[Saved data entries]

◆ ◆ ◆ ◆

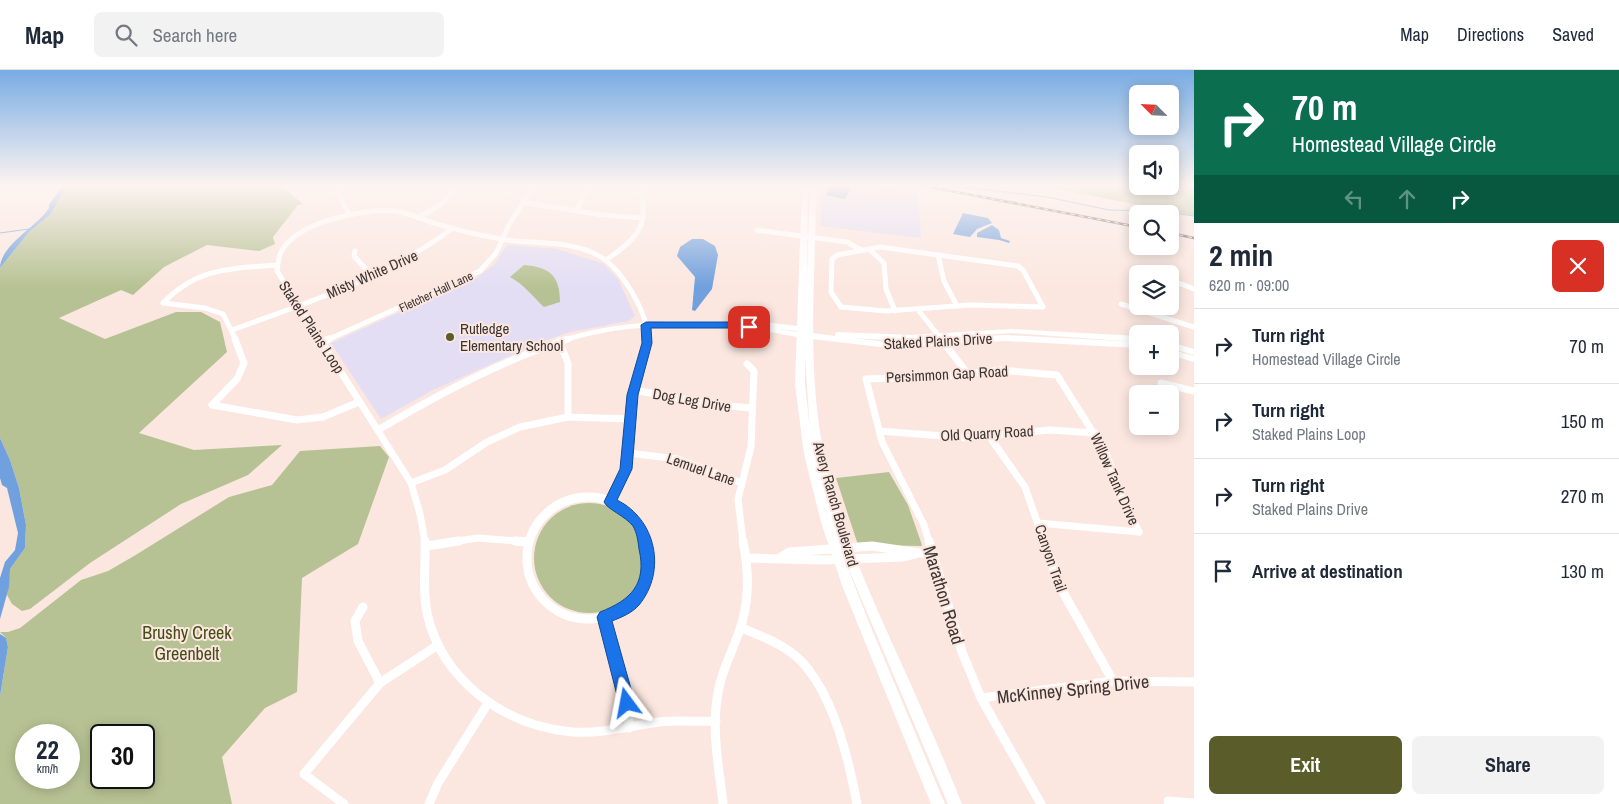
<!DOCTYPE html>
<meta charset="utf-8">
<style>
:root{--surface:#fff;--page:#f2f2f3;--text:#1f2937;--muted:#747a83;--line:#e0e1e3;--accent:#5a5c2a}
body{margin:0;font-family:"Archivo Narrow",sans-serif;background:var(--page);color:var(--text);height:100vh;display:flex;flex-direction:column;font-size:19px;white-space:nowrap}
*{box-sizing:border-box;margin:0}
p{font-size:16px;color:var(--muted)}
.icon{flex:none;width:28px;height:28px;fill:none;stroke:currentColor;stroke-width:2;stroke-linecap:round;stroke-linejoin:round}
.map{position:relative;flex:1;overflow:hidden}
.panel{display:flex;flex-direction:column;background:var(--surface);width:425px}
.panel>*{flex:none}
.hud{background:#0b6e4f;color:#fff;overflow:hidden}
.needle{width:32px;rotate:294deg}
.buttons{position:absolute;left:1129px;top:15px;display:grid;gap:10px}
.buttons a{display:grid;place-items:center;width:50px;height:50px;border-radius:8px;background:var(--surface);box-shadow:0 2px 12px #0003;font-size:25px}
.speed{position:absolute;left:15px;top:654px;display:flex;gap:10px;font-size:25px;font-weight:700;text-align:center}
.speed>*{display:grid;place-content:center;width:65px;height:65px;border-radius:50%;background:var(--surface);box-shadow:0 2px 12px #0003;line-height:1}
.speed small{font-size:12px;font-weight:400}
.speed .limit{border:2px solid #111;border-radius:8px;background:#fff;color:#111}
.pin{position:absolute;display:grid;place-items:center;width:42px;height:42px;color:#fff;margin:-21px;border-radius:10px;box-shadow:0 2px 8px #0006}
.me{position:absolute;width:55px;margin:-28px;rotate:347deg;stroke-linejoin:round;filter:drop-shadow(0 0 4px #0008)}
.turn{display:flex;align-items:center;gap:18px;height:105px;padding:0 15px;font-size:22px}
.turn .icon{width:65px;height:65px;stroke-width:2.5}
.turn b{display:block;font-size:35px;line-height:42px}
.lanes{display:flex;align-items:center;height:48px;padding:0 15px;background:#0003;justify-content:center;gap:25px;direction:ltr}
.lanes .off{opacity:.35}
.round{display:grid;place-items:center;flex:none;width:52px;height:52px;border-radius:8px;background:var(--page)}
.summary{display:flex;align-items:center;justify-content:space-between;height:85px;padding:0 15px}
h1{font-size:30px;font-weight:700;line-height:38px}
.button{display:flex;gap:10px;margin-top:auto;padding:10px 15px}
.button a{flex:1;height:58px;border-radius:8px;background:var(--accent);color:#fff;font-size:20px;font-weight:700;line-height:58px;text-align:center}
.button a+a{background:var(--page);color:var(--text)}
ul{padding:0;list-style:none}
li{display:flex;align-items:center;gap:15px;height:75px;padding:0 15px;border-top:1px solid var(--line)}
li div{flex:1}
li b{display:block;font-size:19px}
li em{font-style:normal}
header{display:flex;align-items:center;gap:30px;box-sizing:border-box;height:70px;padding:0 25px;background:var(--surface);border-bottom:1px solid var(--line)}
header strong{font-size:24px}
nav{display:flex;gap:28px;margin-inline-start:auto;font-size:18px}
.search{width:350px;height:45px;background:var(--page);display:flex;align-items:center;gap:12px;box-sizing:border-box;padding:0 18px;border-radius:8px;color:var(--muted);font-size:19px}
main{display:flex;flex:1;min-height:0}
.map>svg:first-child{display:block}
.education{fill:#e3def4}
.green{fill:#b7c294;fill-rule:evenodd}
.water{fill:#70a0dd}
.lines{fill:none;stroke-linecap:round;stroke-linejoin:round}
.stream{stroke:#70a0dd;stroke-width:1}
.minor-far2{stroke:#fff;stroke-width:5}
.minor-far1{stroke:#fff;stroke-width:7}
.minor{stroke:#fff;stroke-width:9}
.tertiary{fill:#fff;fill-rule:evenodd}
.secondary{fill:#fff;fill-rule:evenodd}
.rail-casing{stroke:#726763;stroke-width:2.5}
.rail{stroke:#fbe7e0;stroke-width:1;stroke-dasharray:4.5;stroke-linecap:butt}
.route{fill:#1a73e8;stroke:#114b97}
.poi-dot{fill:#5a5c2a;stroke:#fbe7e0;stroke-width:2}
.labels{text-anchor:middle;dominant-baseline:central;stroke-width:4;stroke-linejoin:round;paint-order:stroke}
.far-street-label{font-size:12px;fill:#3c3532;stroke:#fbe7e0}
.street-label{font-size:15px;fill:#3c3532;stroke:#fbe7e0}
.poi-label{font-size:15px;fill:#3c3532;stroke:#fbe7e0;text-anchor:start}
.near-street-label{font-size:18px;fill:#3c3532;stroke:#fbe7e0}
.near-park-label{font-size:18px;fill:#434d14;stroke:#fbe7e0}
</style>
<header>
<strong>Map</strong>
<div class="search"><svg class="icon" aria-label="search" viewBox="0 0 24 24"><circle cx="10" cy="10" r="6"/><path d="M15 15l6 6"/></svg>Search here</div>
<nav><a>Map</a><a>Directions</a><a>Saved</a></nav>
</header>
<main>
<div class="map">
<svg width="1194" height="734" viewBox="0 0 1194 734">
<rect width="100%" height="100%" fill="#fbe7e0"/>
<g class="education">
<path d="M820,115H869L918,124L921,168L821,156Z"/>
<path d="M510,175L557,179L604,194L618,209L635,246L629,251L570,262L541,272L433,320L381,349L331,273L476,208L495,194L506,176Z"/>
</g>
<g class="green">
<path d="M67,115H280L303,134L298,135L273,167L275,174L259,181L207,175L164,197L133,225L121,220L59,248L105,269L176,242H201L220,252L227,282L139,363L194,380L282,375L248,405L181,434L90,493L30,539L22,541L12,534L7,525L10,499L25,478L26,455L19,418L10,390L0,368V198L29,162L51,144Z"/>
<path d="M1048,115H1194V146L1059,119Z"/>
<path d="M524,195C550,197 560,206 560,232L544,237C533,227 524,214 510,207Z"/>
<path d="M380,376L389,387L358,474L302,508L297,622L265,638L222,687L232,734H0V626L8,577L6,568L0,562H8L20,558L81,510L108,501L134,486L229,427L272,415L300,381ZM26,665H69V708H26ZM101,665H144V708H101Z"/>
<path d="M889,402L908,435L922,475L921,476L858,475L836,408Z"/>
<circle cx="589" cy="488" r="55"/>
</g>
<g class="water">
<path d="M63,115H67L51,144L29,162L0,198C0,175 38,156 49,138V135Z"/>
<path d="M831,115H852L845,129L826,125Z"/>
<path d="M963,143L988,148L992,153L977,159L970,167L953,164Z"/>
<path d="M992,155L999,160L1001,168L1010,171L1009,173L999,170L977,167V163Z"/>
<path d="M692,169H703L715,176L718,185L712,219L695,241L692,240L695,207L677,186L680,177Z"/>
<path d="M0,368L10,390L19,418L26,455L25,478L10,499L9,517L0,549V508L5,492L15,480L18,463L7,418L2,415L0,408Z"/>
<path d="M0,564L6,568L8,577L0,626Z"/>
</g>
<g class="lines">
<g class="stream">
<path d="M944,115L1047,127L1109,140L1158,141L1194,146"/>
<path d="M0,163L29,159"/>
</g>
<g class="minor-far2">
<path d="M334,115L349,144"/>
<path d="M436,115L457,117"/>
<path d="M336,118L354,115"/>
<path d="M526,133L603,145L643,148"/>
<path d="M577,141L587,115"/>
<path d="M418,148L441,134L459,115"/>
<path d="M757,160L847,172L861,180"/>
<path d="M880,177L1018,196L1023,200L1043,237L970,235L886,241L841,237L831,222L832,189L837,185Z"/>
<path d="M869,179L884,193L886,219L895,241"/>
<path d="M355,181L354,186L372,206"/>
<path d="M938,185L944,211L957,236"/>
<path d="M606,190C621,179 641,167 643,146C644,136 641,126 642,115"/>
<path d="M1153,199L1160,204"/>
<path d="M1170,210L1194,219"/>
<path d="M1121,234L1194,257"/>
<path d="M919,241L942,270"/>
<path d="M759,254L801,259"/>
<path d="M232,260C308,232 385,209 450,160"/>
<path d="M236,270L223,244L205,238L163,233C198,197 230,199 277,195"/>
<path d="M321,270L277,201C278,195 278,188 281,182C296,152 364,138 394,141C407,142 422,149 434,153C456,160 478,165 501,169C533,175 572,169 601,187C623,201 648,243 648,270"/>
<path d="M327,270L480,201L496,183L509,155L534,115"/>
<path d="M565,270C620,252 682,252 739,255C759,256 780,262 800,265"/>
</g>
<g class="minor-far1">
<path d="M235,269L244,293L237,309L212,335L297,350L323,347L359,332"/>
<path d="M320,269L411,413L420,444L425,472"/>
<path d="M941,269L967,303"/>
<path d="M559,271L568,293V347"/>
<path d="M323,272L329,269"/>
<path d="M1161,313L1194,321"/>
<path d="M633,320L718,335L751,338"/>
<path d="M378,360C439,324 501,291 568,269"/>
<path d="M880,361L967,368L1050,360L1095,363"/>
<path d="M989,366L1025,417L1044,472"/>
<path d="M629,383L677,389L742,413"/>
<path d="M411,413L445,400L487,372L520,357L568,347L630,349"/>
<path d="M610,432L626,399L633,320L648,269"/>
<path d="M1038,453L1139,462"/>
<path d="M451,472L478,468L529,472"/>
<path d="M743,472L738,429L751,377L754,301L747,294"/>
<path d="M929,472L924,455L882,372L866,309L939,307L999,300L1057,305L1106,383L1123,429L1139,462"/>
</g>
<g class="minor">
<circle cx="588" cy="488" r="61"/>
<path d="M425,471C426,495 422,520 427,543C442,611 505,656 572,662C602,664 630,656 659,652C678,650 697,652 716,651"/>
<path d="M515,471L529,472"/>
<path d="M929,471L962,582L981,628L1041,734"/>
<path d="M1044,471L1059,515L1113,611"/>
<path d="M426,476L459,471"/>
<path d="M781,487L789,482L872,476L933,485"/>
<path d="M747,488L823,490L902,487L915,484"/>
<path d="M363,537L355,551L358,571L380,613"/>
<path d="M605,547L627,633L629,658"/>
<path d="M742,558C763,567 786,575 802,592C833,625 849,690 857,734"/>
<path d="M981,628L1113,611L1194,612"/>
<path d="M344,734L304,704L380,613L438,575"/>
<path d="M429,734L438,713L488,633"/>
<path d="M723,734C719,697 711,660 718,623C721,602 732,582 739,562C750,531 749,502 743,471"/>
<path d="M1169,734L1168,731L1194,733"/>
</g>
<g class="tertiary">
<path d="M1011,259L1138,266V272L1011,263L911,271L852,268L889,272L1005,265L1138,272V278L1005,271L889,278L803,268L799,265L803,262L835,266V263L838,262L911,265Z"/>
<path d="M1170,272L1194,279V285L1170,278Z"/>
<path d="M1170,279L1194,286V292L1170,285Z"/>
</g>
<path class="secondary" d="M802,115H808L807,207L810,115H816C816,199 807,285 821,368C835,449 870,524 904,599C924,644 944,689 962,734H948L842,483L868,550L945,734H931L843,518L821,452L804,384L795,314ZM805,286L810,360L805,314Z"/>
<g class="rail-casing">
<g id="rail">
<path d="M920,115L1138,157"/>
<path d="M1170,163L1194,168"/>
</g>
</g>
<use href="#rail" class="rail"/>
</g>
<linearGradient id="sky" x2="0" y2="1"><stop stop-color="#78ace4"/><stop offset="0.53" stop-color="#fdf4f1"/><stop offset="1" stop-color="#fdf4f1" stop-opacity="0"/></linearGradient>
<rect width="1194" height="217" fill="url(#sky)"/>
<path class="route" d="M646,252H741L753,257L749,260L741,258H651L652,273L638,325L632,399L617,430C656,449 667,501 639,535C632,543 622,547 612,551L635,633L633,639L627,641L622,639L619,633L597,547L600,542C631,530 647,514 639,479C638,471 637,463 633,456C625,446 607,439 604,432L620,399L627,325L642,273L641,255Z"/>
<circle class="poi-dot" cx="450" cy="267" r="5"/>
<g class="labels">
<g class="far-street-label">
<text transform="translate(436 222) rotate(-25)">Fletcher Hall Lane</text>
</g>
<g class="street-label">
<text transform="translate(372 204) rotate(-24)">Misty White Drive</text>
<text transform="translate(312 257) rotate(57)">Staked Plains Loop</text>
<text transform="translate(938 271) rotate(-3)">Staked Plains Drive</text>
<text transform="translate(947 304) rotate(-3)">Persimmon Gap Road</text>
<text transform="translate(692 330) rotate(10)">Dog Leg Drive</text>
<text transform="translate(987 363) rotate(-3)">Old Quarry Road</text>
<text transform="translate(701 399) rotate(19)">Lemuel Lane</text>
<text transform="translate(1115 409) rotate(66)">Willow Tank Drive</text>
<text transform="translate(836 434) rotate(74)">Avery Ranch Boulevard</text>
<text transform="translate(1051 488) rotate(71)">Canyon Trail</text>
</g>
<g class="poi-label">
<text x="460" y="258">Rutledge<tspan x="460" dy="17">Elementary School</tspan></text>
</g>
<g class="near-street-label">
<text transform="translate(944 525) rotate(73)">Marathon Road</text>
<text transform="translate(1073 619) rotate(-6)">McKinney Spring Drive</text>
</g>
<g class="near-park-label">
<text x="187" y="562">Brushy Creek<tspan x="187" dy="21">Greenbelt</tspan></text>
</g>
</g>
</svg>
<div class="buttons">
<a><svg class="needle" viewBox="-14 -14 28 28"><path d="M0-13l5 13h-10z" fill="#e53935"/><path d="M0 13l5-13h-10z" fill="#747a83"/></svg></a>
<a><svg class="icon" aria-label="sound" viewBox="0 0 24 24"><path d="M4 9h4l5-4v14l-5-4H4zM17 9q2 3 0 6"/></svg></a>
<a><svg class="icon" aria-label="search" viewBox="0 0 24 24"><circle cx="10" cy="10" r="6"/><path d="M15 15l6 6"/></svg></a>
<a><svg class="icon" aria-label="layers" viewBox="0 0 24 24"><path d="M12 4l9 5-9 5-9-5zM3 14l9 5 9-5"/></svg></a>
<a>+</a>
<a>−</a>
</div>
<div class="speed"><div>22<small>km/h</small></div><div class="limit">30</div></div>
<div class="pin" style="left:749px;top:257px;background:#d93025"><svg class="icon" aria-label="arrive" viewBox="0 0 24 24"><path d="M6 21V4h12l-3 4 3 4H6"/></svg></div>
<svg class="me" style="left:627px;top:633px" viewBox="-20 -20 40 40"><path d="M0-17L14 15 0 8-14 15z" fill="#1a73e8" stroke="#fff" stroke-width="4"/></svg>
</div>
<section class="panel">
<div class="hud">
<div class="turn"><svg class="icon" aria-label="right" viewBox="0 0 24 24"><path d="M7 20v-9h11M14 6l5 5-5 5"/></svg><div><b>70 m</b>Homestead Village Circle</div></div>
<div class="lanes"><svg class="icon off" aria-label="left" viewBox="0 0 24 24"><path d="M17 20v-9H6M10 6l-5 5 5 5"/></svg><svg class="icon off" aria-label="ahead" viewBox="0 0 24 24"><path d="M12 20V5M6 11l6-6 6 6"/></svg><svg class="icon" aria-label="right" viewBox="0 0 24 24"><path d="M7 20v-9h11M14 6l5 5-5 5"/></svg></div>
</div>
<div class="summary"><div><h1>2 min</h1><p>620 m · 09:00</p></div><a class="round" style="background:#d93025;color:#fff"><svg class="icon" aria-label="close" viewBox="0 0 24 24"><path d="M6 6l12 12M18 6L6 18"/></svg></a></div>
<ul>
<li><svg class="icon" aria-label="right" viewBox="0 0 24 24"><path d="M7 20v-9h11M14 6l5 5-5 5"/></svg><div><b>Turn right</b><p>Homestead Village Circle</p></div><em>70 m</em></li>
<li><svg class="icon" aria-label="right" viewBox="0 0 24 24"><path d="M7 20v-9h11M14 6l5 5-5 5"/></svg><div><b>Turn right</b><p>Staked Plains Loop</p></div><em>150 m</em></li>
<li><svg class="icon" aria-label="right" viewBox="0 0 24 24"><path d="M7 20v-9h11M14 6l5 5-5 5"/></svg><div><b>Turn right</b><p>Staked Plains Drive</p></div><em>270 m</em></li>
<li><svg class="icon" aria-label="arrive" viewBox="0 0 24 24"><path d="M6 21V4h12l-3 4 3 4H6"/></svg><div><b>Arrive at destination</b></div><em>130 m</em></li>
</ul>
<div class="button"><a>Exit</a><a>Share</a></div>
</section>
</main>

◆ ◆ ◆ ◆

> [EXERCISE BRIEF]: Across the records above, return every line that contains the word "absolute".

> [FINAL ANSWER]:
.buttons{position:absolute;left:1129px;top:15px;display:grid;gap:10px}
.speed{position:absolute;left:15px;top:654px;display:flex;gap:10px;font-size:25px;font-weight:700;text-align:center}
.pin{position:absolute;display:grid;place-items:center;width:42px;height:42px;color:#fff;margin:-21px;border-radius:10px;box-shadow:0 2px 8px #0006}
.me{position:absolute;width:55px;margin:-28px;rotate:347deg;stroke-linejoin:round;filter:drop-shadow(0 0 4px #0008)}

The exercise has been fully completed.